A December report from the Brookings Institution decries the lack of education coverage in today’s media. According to the report, only 1.4 percent of media coverage in the first nine months of 2009 dealt with education.
Moreover, notes the report, reporters are often drawn to the low-hanging fruit, leaving readers with little information about the really key issues, like what or how students should be learning:
Of the education news that is reported across any education level, little relates to school policies and ways to improve the curriculum or learning processes. There was hardly any coverage of school reform, teacher quality, or other matters thought to be crucial for educational attainment. Instead, most stories this year dealt with budget problems, school crime, and the H1N1 flu outbreak.
The report acknowledges that with advertising revenue and circulation numbers plummeting— and newsrooms rife with layoffs— this trend may be hard to reverse. Although the report acknowledges the benefits of tools such as blogs and Facebook pages for providing updates, say on school closings or flu outbreaks, it alleges that such innovations are not enough.
None of these new communication avenues, says the report, “can replace regular, systematic and ongoing coverage of education by news outlets.”
Recommendations range from encouraging reporters to focus on long-term trends (instead of reacting to events) to suggesting that schools encourage students to tackle controversial issues. Below, read them in full:
* Schools need to understand that communications is important to their education mission. Time spent to inform reporters, parents, and the community about what is happening inside schools is a good investment in public understanding.
* Young people can be a valuable part of this communications effort through student newspapers, social media, citizen journalism, and other outreach activities. Budget cutbacks are reducing extracurricular activities of all kinds, including student newspapers. Some school officials discourage student reporters from asking difficult questions or raising controversial issues. In fact, student journalism of this kind should be encouraged. Student newspapers often lead the media to important education stories.
* Government officials and education administrators must draw attention to education policy through events, forums, and speeches that highlight noteworthy reforms and discuss ongoing problems and challenges. Public officials have an agenda-setting and problem-definition capacity that can drive news coverage. This is especially the case for community colleges in order to boost their local, regional, and national profile.
* Reporting should become more proactive and less reactive. Much of coverage today is episodic and driven by events. Focusing on long-term trends would help to inform communities about the content of education and ways schools are seeking to move forward.

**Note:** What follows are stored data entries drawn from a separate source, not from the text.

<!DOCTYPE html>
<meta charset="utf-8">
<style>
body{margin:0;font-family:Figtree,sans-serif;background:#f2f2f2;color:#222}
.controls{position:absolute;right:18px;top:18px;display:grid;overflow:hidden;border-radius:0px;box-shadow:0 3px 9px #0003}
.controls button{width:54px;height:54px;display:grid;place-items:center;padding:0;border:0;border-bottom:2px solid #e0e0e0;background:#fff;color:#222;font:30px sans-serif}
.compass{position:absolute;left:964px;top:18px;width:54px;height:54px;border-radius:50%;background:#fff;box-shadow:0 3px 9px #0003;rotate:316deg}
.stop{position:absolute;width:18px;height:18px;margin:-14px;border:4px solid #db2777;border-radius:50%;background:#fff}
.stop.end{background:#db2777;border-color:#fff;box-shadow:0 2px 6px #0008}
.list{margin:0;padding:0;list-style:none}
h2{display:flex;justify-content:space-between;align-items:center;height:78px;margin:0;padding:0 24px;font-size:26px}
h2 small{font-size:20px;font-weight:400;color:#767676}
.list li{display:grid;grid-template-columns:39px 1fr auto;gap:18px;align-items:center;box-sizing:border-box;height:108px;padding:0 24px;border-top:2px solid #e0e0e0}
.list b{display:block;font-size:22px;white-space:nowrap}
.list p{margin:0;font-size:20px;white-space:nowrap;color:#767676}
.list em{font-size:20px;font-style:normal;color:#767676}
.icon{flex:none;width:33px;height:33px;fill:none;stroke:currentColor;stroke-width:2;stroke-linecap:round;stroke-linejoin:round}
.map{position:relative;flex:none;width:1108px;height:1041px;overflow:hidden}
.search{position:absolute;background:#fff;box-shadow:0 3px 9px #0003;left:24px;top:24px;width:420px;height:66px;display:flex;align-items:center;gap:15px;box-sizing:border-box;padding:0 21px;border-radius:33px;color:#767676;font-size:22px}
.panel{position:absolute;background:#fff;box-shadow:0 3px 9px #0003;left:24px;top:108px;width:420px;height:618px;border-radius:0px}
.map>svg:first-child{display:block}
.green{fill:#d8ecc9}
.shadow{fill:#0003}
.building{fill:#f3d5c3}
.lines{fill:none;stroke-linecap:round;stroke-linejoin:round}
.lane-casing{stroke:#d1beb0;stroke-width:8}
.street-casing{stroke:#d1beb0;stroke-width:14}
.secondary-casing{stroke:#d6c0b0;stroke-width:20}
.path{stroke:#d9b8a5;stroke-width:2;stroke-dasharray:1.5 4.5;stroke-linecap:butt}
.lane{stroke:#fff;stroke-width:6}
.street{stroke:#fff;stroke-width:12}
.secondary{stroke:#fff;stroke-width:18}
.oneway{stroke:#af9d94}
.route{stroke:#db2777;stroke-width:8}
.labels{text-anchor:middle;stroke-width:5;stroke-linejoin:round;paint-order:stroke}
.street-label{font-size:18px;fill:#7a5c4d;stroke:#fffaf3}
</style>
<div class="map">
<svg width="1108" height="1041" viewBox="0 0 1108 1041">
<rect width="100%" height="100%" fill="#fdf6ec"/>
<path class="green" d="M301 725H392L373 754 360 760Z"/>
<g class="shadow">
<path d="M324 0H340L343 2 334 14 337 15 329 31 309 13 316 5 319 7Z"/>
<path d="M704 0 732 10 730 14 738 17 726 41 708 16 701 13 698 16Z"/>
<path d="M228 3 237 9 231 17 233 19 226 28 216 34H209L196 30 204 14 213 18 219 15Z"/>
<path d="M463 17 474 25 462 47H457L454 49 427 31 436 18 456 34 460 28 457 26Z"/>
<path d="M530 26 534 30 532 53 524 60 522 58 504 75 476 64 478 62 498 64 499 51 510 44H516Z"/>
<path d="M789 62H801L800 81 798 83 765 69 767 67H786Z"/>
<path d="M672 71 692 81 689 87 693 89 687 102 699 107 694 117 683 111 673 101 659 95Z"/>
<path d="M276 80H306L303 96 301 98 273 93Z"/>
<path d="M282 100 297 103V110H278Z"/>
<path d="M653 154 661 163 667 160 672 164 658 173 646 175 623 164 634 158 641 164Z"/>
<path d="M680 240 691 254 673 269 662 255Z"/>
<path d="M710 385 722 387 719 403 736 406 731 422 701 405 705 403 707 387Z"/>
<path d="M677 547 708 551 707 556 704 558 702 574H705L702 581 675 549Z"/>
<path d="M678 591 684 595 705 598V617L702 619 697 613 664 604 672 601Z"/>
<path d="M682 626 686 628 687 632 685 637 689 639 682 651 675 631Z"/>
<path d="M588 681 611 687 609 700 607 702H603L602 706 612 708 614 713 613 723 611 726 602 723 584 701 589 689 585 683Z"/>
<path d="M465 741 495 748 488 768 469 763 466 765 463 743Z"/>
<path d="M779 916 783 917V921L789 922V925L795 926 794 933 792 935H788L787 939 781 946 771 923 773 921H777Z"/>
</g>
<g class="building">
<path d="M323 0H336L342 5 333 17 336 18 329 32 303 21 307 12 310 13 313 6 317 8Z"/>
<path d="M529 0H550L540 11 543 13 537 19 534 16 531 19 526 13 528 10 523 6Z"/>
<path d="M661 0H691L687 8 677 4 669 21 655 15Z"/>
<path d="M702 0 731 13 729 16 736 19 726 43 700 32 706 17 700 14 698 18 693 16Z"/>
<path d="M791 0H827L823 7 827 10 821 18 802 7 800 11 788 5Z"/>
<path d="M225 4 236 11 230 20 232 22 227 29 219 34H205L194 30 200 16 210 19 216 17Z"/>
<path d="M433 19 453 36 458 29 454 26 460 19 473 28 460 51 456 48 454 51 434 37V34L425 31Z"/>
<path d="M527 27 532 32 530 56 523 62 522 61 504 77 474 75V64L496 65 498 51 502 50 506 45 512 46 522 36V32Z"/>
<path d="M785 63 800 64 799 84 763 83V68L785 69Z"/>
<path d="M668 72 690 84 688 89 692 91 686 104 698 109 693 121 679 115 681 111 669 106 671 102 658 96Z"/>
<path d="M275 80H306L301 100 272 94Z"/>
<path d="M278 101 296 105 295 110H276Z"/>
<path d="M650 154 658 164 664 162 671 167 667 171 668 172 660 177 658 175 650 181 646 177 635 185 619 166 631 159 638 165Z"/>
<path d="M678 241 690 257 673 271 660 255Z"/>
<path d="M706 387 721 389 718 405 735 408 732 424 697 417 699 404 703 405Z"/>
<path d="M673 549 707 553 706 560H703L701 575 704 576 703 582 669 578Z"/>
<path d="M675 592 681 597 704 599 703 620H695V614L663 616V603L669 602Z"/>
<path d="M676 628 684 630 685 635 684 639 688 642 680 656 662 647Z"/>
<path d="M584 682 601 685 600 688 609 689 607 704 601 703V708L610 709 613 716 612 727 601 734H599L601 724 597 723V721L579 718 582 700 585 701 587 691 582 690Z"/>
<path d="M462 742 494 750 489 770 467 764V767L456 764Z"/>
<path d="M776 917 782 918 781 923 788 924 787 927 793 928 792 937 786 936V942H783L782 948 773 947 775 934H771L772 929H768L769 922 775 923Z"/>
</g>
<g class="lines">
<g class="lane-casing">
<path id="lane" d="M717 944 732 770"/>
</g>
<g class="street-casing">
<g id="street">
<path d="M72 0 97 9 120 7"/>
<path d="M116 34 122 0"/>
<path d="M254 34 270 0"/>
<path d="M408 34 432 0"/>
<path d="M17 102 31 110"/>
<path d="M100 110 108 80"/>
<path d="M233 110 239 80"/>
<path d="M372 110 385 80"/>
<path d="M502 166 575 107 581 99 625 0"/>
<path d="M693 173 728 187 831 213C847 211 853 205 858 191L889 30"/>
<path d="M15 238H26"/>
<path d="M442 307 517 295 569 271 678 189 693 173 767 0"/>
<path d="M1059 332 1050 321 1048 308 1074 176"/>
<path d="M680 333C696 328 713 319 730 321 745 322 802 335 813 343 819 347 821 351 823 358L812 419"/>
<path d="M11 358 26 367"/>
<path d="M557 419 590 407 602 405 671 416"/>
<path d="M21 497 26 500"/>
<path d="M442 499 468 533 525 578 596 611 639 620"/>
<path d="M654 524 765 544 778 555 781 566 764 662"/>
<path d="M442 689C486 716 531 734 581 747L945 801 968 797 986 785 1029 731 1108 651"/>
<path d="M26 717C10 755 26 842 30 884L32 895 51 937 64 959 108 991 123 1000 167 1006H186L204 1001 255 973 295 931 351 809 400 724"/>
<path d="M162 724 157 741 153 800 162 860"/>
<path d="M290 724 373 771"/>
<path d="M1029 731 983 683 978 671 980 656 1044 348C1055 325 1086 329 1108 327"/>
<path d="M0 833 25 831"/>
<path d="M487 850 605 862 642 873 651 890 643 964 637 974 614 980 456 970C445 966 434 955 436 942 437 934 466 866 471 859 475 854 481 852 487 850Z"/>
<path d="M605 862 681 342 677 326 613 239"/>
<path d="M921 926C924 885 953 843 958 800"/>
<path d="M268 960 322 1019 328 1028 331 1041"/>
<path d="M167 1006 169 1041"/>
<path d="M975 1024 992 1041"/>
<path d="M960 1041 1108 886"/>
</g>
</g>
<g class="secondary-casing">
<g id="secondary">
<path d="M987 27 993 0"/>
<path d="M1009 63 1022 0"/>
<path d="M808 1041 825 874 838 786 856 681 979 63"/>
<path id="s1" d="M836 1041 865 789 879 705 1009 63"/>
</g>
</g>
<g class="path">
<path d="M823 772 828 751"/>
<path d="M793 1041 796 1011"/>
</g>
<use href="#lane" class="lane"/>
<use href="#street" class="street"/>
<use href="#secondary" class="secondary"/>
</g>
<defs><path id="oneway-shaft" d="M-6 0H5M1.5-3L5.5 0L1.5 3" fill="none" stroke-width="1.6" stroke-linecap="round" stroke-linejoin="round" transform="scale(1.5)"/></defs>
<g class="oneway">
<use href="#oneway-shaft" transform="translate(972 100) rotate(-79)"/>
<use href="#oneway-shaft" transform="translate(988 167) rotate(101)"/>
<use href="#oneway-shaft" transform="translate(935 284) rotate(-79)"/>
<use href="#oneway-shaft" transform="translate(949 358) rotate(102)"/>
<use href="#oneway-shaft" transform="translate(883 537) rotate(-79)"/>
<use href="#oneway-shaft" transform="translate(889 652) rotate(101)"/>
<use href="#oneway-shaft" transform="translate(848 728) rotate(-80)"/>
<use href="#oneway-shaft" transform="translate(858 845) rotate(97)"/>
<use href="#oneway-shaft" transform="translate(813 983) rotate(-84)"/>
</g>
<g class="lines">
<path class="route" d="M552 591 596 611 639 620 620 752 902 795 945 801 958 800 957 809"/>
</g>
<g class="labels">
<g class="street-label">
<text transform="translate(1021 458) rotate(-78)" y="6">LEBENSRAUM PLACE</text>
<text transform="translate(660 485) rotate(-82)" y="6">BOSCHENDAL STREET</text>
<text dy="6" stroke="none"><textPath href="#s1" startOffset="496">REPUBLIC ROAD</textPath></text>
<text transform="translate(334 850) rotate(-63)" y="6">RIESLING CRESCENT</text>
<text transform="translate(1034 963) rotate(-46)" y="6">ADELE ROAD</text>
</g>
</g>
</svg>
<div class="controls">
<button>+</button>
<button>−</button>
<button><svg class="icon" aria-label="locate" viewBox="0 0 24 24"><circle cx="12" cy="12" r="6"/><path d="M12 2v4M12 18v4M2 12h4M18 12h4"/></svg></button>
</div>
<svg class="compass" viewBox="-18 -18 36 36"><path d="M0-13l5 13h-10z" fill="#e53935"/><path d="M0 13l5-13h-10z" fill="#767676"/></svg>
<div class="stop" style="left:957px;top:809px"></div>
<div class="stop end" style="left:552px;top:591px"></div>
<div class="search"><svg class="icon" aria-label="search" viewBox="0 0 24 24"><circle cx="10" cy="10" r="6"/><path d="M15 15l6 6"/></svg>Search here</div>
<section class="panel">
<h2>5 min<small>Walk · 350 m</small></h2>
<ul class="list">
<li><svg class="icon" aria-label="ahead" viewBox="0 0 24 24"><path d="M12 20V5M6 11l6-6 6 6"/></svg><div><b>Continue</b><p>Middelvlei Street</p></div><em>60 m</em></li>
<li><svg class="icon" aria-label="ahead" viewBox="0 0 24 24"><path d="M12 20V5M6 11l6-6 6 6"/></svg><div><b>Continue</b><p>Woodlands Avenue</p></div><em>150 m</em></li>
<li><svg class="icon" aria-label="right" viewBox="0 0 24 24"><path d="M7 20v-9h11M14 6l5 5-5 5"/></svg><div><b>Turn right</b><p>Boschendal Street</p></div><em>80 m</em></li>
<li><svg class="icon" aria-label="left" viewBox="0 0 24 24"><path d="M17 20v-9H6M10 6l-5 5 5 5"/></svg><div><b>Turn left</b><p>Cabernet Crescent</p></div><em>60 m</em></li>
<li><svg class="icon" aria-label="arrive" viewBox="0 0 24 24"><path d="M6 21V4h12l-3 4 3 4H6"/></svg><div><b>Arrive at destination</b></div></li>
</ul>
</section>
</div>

* Reporters should draw on education research in the way that health care reporters use medical research. Journalists who follow medicine and health often highlight new studies, clinical trials, or other evaluative research that help consumers understand new treatments, new drugs, and new medical therapies. There should be better use of education research that evaluates school reforms, teacher quality, and classroom practices.
* Newspapers and other media outlets that have cut back on education reporting should reconsider these decisions both on public interest grounds, and also because there is widespread interest in the issues surrounding education – on the part of parents especially, but also among employers and other community leaders. It is only through on-going, day-to-day beat reporting that journalists develop an understanding of the subject, gain a sure feel for the issues at stake, and develop sources who keep them informed.
* Media publishers and editors should find ways to integrate quality education blogs and forms of citizen journalism into press outlets. Newspapers could develop their own blogs and community talkbacks, and also provide links to education blogs that already exist in the community. This could help fill the policy void left by staff cutbacks on education beats.
* Foundations and non-profit organizations should focus on developing alternative forms of education coverage both nationally and locally. At both levels, they should encourage more emphasis on reporting about teaching and teaching methods, curricula, course offerings, testing and other issues that directly affect learning and are receiving scant ongoing coverage. They can also encourage both investigative journalism and in-depth reporting of particularly successful (and troubled) schools and school systems.
Hat tip to Alan Gottlieb at Education News Colorado, who spotted the report.